One Way To Settle The TechCrunch-Fueled Dispute Over Embargoes
Warning: This is an inside-baseball post about tech bloggo-journalism. In all likelihood, if you're not a tech journalist or blogger, you'll wonder where people get the time to contemplate things so trivial.
Warning: This is an inside-baseball post about tech bloggo-journalism. In all likelihood, if you're not a tech journalist or blogger, you'll wonder where people get the time to contemplate things so trivial.As a matter of new policy, in a post titled "Death to the Embargo," TechCrunch editor Michael Arrington has vowed to violate the NDAs that TechCrunch agrees to:
PR firms are out of control. Today we are taking a radical step towards fighting the chaos. From this point on we will break every embargo we agree to.
His controversial post on the matter has become a major meme in the blogosphere and Twitter-verse (-spheres? -verses? Imagine telling this to some man on the street?).
For as long as I can remember, the companies and people who make technology have asked journalists and eventually bloggers to sign nondisclosure agreements (aka "NDAs," aka "embargoes") in order to get early access to information that said innovators were not yet prepared to release to the public. The main instrument of an NDA is the embargo date and time. When you sign an NDA, you promise not to release any information about the NDA'd product, service, and/or announcement until that date and time or until you are otherwise released to do so by the party asking you to sign it.

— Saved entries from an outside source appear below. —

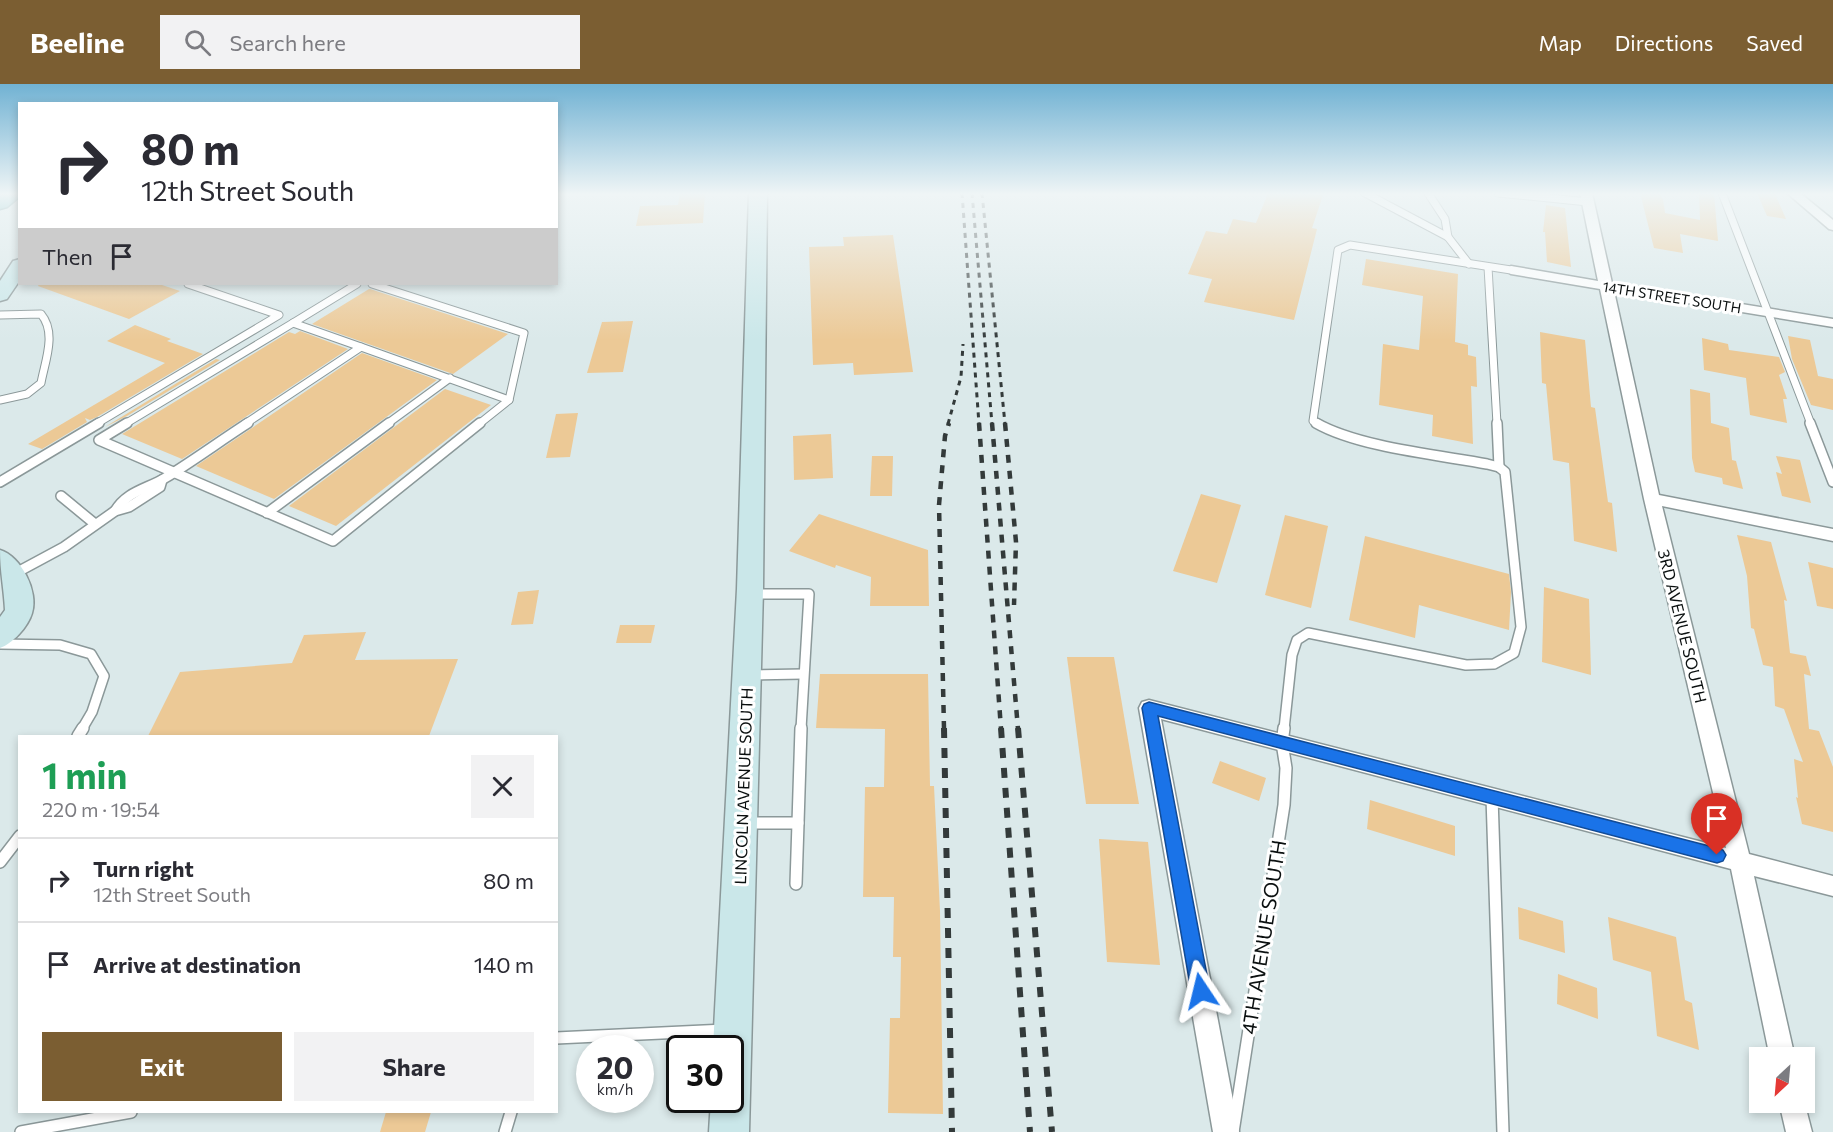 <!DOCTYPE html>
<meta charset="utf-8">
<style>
:root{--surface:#fff;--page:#f2f2f3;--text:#2b2b33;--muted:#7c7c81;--line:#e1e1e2;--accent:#7b5e32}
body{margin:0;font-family:Commissioner,sans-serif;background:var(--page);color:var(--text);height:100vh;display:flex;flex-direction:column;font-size:22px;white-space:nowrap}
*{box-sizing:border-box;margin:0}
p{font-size:20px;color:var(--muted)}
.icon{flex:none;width:33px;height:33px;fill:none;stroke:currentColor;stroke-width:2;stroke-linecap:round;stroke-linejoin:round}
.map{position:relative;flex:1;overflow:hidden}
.sheet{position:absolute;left:18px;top:651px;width:540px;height:378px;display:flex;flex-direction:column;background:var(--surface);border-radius:0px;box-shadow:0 3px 9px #0003}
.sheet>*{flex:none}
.hud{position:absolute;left:18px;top:18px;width:540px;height:183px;border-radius:0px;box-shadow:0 3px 9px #0003;background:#fff;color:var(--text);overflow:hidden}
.needle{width:39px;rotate:206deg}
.fabs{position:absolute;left:1749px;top:963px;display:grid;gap:12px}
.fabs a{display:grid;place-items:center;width:66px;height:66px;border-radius:0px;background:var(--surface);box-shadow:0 3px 9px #0003;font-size:30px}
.speed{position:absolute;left:576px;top:951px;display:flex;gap:12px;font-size:30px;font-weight:700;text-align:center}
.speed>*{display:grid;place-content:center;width:78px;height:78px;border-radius:50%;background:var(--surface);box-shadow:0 3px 9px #0003;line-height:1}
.speed small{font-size:15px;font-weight:400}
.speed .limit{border:3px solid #111;border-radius:9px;background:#fff;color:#111}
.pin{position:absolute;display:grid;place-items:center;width:51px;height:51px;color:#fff;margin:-62px -26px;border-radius:50% 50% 50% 0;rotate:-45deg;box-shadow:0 0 6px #0007}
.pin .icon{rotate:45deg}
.me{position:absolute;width:66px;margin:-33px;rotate:350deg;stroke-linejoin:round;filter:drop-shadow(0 0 4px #0008)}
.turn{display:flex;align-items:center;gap:21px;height:126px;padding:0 24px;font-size:27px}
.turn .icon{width:78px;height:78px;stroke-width:2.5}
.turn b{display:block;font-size:42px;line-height:51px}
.then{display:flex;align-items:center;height:57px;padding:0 24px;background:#0003;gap:12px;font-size:22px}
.round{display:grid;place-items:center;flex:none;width:63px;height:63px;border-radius:0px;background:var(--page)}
.summary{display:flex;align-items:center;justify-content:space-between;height:102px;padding:0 24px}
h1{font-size:36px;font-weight:700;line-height:45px;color:#1e9e55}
.primary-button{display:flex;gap:12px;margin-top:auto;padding:12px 24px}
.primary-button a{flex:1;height:69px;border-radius:0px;background:var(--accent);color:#fff;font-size:24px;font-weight:700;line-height:69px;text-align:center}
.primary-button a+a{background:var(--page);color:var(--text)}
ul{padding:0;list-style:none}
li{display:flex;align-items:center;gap:18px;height:84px;padding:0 24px;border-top:2px solid var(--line)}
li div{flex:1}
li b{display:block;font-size:22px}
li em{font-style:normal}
header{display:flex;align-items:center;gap:36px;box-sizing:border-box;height:84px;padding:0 30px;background:var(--accent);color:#fff}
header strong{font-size:28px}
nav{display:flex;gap:33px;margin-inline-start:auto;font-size:21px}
.search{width:420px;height:54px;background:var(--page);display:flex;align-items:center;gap:15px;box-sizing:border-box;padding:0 21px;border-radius:0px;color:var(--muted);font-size:22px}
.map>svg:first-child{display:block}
.building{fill:#ecc996}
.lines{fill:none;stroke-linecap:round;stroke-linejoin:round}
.lane-far2-casing{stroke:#8b9899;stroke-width:9}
.lane-far1-casing{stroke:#8b9899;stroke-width:12}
.lane-casing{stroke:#8b9899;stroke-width:14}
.street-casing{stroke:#8b9899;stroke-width:3}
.secondary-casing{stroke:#8b9899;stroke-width:3}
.highway-casing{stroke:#37777c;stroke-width:3}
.lane-far2{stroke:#fff;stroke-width:7}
.lane-far1{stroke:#fff;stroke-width:9}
.lane{stroke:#fff;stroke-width:11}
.street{fill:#fff;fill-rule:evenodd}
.secondary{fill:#cae7e9;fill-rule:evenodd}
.highway{fill:#4eafb6;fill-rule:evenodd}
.rail-far2{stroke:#333a3a;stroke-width:3;stroke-dasharray:5 5;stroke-linecap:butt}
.rail-far1{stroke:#333a3a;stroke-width:4.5;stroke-dasharray:8 8;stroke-linecap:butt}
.rail{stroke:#333a3a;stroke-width:6;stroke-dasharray:10 10;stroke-linecap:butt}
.route{fill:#1a73e8;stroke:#114b97;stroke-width:1.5}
.labels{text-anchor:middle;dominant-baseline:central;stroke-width:6;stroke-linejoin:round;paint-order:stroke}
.far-street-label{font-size:14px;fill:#0b1010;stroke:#fff}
.street-label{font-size:16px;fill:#0b1010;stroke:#fff}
.near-street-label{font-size:20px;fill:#0b1010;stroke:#fff}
</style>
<header>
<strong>Beeline</strong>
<div class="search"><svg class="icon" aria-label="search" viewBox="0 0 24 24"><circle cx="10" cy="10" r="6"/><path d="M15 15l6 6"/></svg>Search here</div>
<nav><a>Map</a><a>Directions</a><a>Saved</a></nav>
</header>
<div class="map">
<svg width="1833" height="1048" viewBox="0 0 1833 1048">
<rect width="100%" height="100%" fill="#dbe9ea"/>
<g class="building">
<polygon points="680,109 705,109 703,139 636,142 640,122 678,121"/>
<polygon points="1268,109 1323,111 1312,144 1317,145 1294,236 1204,218 1212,195 1188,190 1206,147 1227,150 1233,135 1256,139"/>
<polygon points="1640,109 1659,109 1663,115 1665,129 1700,136 1699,109 1714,109 1718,157 1680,150 1683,169 1654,164"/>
<polygon points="1757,109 1775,110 1786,135 1767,132"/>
<polygon points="1546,121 1565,124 1571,183 1547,178 1545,148 1543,148"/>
<polygon points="893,151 913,288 854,291 853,279 813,281 809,163 844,162 843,153"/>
<polygon points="1366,175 1458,190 1455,258 1468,261 1468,271 1476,273 1477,303 1471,302 1473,360 1432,352 1433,331 1379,321 1383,260 1419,266 1423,212 1362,201"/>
<polygon points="39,200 159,200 180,207 129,235 38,202"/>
<polygon points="369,205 370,205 508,250 453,290 312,240"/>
<polygon points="633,237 623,288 587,289 602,238"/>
<polygon points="135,241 171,255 167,257 203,270 97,333 90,336 85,334 87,338 42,365 28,360 165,279 107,257"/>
<polygon points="300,247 348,265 182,375 122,350 289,248 295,250"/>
<polygon points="1540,248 1585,256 1591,323 1595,324 1608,418 1612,419 1617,468 1574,457 1569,379 1553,376 1546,300 1542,299"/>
<polygon points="1788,252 1810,256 1818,292 1833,295 1833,326 1811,321 1792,275"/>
<polygon points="1702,254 1728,260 1729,266 1779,273 1785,288 1779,291 1787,315 1783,315 1787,339 1750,331 1746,294 1704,286"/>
<polygon points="362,269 437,296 274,415 196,382"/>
<polygon points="216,275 220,276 127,332 105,343"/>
<polygon points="445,305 491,321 336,442 289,422"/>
<polygon points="1690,305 1710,309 1711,339 1729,344 1732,376 1736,377 1743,405 1723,400 1722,394 1695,388 1692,374"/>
<polygon points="578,329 570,373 546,374 556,330"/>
<polygon points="831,350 833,394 794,396 793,352"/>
<polygon points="872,372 893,372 892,412 870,412"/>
<polygon points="1776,372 1800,376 1811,419 1782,412 1776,388 1782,390"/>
<polygon points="1201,410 1241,421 1217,499 1173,487"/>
<polygon points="819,430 928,466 929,522 870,522 871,493 836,481 835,484 789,467"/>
<polygon points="1285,431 1328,442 1311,524 1265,511"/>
<polygon points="1737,451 1771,458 1787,517 1784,516 1790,569 1806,572 1811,592 1804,590 1809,645 1819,647 1833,683 1833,748 1802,740 1796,713 1798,714 1794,675 1803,678 1784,625 1775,622 1773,583 1763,581 1754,545 1751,544 1747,492"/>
<polygon points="1365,452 1509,490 1511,508 1509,546 1419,521 1415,554 1349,536"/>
<polygon points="1808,478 1833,484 1833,525 1817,522"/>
<polygon points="1544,503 1589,515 1591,591 1542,578"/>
<polygon points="539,506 533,540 511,541 518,508"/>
<polygon points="620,541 655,541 651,559 616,559"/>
<polygon points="366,548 355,576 458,575 429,652 148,652 180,588 292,579 304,551"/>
<polygon points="1067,573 1114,573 1139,720 1086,720"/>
<polygon points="820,590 928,590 930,702 934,702 940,827 943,1030 888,1029 890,934 900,934 901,873 893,873 894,813 863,813 865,703 884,703 885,645 816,644"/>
<polygon points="1220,677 1266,694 1259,717 1212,699"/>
<polygon points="1370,716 1455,742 1455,772 1367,745"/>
<polygon points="1099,755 1148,758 1160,881 1107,878"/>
<polygon points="1518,823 1563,837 1565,869 1519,855"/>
<polygon points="1608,833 1676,853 1685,916 1692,919 1699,966 1657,952 1651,888 1613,876"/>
<polygon points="1558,890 1597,904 1598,935 1557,920"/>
<polygon points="386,1028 431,1028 425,1048 380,1048"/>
</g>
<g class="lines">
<g class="lane-far2-casing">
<g id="lane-far2">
<polyline points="1365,109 1448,153 1469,180"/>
<polyline points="1428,109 1445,135 1448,153"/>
<polyline points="1498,109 1588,118"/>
<polyline points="1722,109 1811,340"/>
<polyline points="1488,183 1497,340"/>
<polyline points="372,200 524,249 509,316 479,340"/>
<path d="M0,231L41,230C57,249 45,277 41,299L27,310L0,316"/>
<polyline points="361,263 509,316"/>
<polyline points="96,340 279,231 188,200"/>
<polyline points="125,340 293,239"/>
<polyline points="245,340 361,263 293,239 357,200"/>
<polyline points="387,340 450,294"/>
<polyline points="1319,340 1313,337 1338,166 1350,161 1511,186"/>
</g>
</g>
<g class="lane-far1-casing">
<g id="lane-far1">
<polyline points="127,339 99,356 333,457 480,339"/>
<polyline points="1497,339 1499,383"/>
<polyline points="1810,339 1833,398"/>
<polyline points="0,398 99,339"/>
<polyline points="61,412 95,440"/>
<path d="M115,427C127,407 147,405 165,394C193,377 220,357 248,339"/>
<polyline points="267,429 389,339"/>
<polyline points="12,491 64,463 115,427 129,423 160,403 162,396"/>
<polyline points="753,510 809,510 801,645"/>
<polyline points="0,560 60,561 91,570 104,592 92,628 82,645"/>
<polyline points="749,591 803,590"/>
<path d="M1284,645L1292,571L1297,556L1308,549L1466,581L1494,580L1514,569L1521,543L1505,388L1499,383L1487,380C1438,371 1358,363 1316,339"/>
</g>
</g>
<g class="lane-casing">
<g id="lane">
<polyline points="78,652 83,644"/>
<polyline points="1492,713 1503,1048"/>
<polyline points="747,739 798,739 801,644"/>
<polyline points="0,778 20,752"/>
<polyline points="796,800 798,739"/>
<polyline points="556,954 725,946"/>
<polyline points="21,1048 131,1028"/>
<polyline points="505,1048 511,1028"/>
<polyline points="1233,1048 1284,721 1286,684 1282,659 1284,644"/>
</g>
</g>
<g class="street-casing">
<g id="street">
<polygon points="1580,109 1592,109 1612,199 1833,235 1833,243 1614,207 1659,411 1833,445 1833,457 1662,422 1749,770 1833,792 1833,812 1754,792 1795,974 1770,974 1731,785 1161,635 1239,1048 1213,1048 1139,624 1142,618 1149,616 1726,764 1644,415 1600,205 1511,190 1505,186 1511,182 1598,197"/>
<polygon points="1787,109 1800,109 1833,136 1833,146 1829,145"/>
<polygon points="1804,1017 1812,1048 1786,1048 1779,1018"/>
</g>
</g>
<g class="secondary-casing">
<g id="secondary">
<polygon points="749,109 767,109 763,505 749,1048 709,1048 711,1016 730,1016 730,964 713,964 737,505"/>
<polygon points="20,175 20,196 7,215 0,217 0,197 13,177"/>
<path d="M0,466C21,472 39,508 32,529C28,543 12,560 0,564V533L5,526C4,505 0,487 0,466Z"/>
</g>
</g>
<g class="highway-casing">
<polygon id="highway" points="0,109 20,109 20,112 7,123 0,125"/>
</g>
<use href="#lane-far2" class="lane-far2"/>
<use href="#lane-far1" class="lane-far1"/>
<use href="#lane" class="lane"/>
<use href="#street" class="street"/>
<use href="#secondary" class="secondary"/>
<use href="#highway" class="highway"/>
<g class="rail-far2">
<polyline points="962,109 979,340"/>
<polyline points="972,109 992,340"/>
<polyline points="982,109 1005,340"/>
<polyline points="948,340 961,293 963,260"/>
</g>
<g class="rail-far1">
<polyline points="979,339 1001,645"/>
<polyline points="992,339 1018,645"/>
<polyline points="1005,339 1016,458 1014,521"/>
<polyline points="944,645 939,421 945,352 949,339"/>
</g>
<g class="rail">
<polyline points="944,644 952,1048"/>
<polyline points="1001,644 1030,1048"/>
<polyline points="1018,644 1052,1048"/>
</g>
</g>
<linearGradient id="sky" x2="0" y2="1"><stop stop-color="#71b2d3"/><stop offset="0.43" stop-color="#eff5f6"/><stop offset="1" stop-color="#eff5f6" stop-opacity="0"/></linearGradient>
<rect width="1833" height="256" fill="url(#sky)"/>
<polygon class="route" points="1149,618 1717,764 1723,766 1726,771 1723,777 1717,779 1158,632 1210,907 1207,913 1201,916 1194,913 1191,907 1142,624 1144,620"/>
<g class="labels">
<g class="far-street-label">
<text transform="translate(1672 213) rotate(9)">14TH STREET SOUTH</text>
</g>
<g class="street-label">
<text transform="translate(1683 542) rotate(76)">3RD AVENUE SOUTH</text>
<text transform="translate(743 702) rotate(-88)">LINCOLN AVENUE SOUTH</text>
</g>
<g class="near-street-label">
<text transform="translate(1263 853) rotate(-81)">4TH AVENUE SOUTH</text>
</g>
</g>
</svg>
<div class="fabs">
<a><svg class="needle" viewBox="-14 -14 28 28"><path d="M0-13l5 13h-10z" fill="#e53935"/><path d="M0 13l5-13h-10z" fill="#7c7c81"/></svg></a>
</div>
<div class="speed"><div>20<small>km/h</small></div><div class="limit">30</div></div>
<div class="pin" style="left:1717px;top:771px;background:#d93025"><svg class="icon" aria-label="arrive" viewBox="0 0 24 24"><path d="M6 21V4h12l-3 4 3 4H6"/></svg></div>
<svg class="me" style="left:1201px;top:907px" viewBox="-20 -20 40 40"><path d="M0-17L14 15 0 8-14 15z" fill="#1a73e8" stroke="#fff" stroke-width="4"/></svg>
<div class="hud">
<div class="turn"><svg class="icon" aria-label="right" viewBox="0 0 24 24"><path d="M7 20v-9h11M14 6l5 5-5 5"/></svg><div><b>80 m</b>12th Street South</div></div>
<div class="then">Then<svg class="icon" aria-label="arrive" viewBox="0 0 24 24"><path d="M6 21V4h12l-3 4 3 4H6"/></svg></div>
</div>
<section class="sheet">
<div class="summary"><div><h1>1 min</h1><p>220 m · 19:54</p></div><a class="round"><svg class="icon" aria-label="close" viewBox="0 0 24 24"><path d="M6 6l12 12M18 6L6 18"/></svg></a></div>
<ul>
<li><svg class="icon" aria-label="right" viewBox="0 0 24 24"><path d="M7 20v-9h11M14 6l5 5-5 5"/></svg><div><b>Turn right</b><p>12th Street South</p></div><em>80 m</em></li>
<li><svg class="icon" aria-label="arrive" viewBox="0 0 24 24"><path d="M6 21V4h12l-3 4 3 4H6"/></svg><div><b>Arrive at destination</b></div><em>140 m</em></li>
</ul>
<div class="primary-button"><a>Exit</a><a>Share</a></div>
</section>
</div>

When I was the director of PC Week's Labs back in the '90s, NDAs came in really handy because once we signed them, we were given much earlier access to hardware and software for testing purposes than we otherwise might have had. By having that early access, we were able to put hardware and software (there were almost no services back then) through enough paces that we could, with confidence, release an accurate assessment when the embargo date cleared. We saw this as a win-win-win.
It was a win for the readers of PC Week, who not only saw very timely news surrounding a brand-new product, but also an in-depth review to help them decide if they needed to take action. It was a win for PC Week because, as a weekly, there was a need for speed and timeliness and there were few things more damaging to our brand than being scooped by a competing publication (especially monthly magazines that had an even more dire need for NDAs). It was a win for the vendors of the products because, given more time, we were able to thoroughly test the products and communicate with the vendor about any problems (to make sure it wasn't user error). The result was a more accurate review, which ultimately favors everyone but especially vendors who always worry about unfair treatment.
The competition to be first on reviews became so fierce that PR outfits like Waggener-Edstrom (represents most of Microsoft) started using NDAs to guarantee that Microsoft treated all publications equally and fairly in terms of access to products. All publications were asked to agree to the same NDA and abide by the same embargo date. Today, the date includes a time as well, thanks to the Web.
I and many other tech journo-bloggers from that era already have experienced the same anger Arrington is expressing. You sign an NDA knowing your competition is signing the same NDA and and everyone is promising to play by the same rules. But then, one of your competitors breaks the rules, publishes a story early, and makes you look like a laggard. Even worse, you sign more NDAs and keep playing by the rules, but you keep getting burned. As the WSJ's Kara Swisher notes, many NDAs are broken by mistake. But if there's one thing we can all probably agree on, it's that NDA-breakers never seem to be held reasonably accountable for their actions. Confronted with the same situation many times in my career, I've often asked myself why I should even bother abiding by any NDA I sign.
Well, for one, it's my word. As much as it's about anything, this industry is about relationships. Even if some legal eagle isn't going to pound your door down with a lawsuit asserting breach of contract, there's still that part of the industry that works off of those relationships and trust.
I have and will continue to agree to NDAs. After nearly 20 years of tech journalism and signing NDAs, I'm not even asked to sign them anymore. It's always verbal or a handshake and I still haven't broken one that I know of.
The Web is already rife with analyses of every word in Arrington's post. Did he really mean what he said? Is it something more sinister? Blah blah blah. Arrington is right about at least one thing. The PR firms (and pros) are out of control so long as they're not holding people accountable for violating NDAs. As soon as that starts to happen in a very public and transparent fashion (and en masse), people will start toeing the line and my money says that Mike Arrington will, at that point, be happy to agree to some embargoes again.